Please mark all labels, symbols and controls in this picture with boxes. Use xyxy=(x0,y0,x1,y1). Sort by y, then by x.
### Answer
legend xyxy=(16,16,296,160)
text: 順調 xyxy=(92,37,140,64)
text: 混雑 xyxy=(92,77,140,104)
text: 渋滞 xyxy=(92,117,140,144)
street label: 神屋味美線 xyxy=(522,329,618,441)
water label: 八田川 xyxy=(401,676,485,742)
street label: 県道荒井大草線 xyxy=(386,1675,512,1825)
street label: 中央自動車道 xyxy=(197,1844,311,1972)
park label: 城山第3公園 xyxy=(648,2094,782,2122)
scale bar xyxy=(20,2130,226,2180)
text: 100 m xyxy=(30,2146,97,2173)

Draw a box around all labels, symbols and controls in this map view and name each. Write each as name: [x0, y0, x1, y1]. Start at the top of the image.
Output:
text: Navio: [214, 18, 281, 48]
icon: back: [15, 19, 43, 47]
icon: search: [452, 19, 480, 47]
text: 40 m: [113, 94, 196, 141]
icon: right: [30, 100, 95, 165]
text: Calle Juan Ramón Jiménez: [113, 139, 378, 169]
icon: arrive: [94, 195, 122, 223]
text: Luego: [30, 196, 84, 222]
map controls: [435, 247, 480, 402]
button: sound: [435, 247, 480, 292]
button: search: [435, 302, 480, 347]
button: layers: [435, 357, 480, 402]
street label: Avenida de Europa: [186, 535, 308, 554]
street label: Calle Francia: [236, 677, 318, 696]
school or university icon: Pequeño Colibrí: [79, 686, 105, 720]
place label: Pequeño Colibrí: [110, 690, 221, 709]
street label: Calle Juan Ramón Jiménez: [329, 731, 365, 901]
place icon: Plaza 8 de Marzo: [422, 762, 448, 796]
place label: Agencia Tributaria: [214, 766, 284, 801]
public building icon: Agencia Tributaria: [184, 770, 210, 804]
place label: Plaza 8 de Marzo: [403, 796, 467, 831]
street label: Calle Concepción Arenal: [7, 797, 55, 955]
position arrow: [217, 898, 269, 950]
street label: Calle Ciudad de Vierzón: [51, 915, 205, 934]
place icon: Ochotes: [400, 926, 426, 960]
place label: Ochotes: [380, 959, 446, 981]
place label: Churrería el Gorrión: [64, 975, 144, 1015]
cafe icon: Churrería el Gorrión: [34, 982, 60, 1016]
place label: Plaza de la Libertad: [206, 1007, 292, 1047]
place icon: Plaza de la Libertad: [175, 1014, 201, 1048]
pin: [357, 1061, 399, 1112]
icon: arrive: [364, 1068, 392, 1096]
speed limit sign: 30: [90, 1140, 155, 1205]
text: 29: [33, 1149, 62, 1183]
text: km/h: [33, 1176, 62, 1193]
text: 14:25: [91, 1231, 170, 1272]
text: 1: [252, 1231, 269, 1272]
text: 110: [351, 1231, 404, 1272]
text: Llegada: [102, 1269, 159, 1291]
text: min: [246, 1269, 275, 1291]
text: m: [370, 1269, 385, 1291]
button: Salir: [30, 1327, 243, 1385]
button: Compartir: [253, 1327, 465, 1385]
........
• [GOAL OF THE EXERCISE] Among the lines above, which hold the word "Pequeño"? Report each one.

• [WORKED SOLUTION]
school or university icon: Pequeño Colibrí: [79, 686, 105, 720]
place label: Pequeño Colibrí: [110, 690, 221, 709]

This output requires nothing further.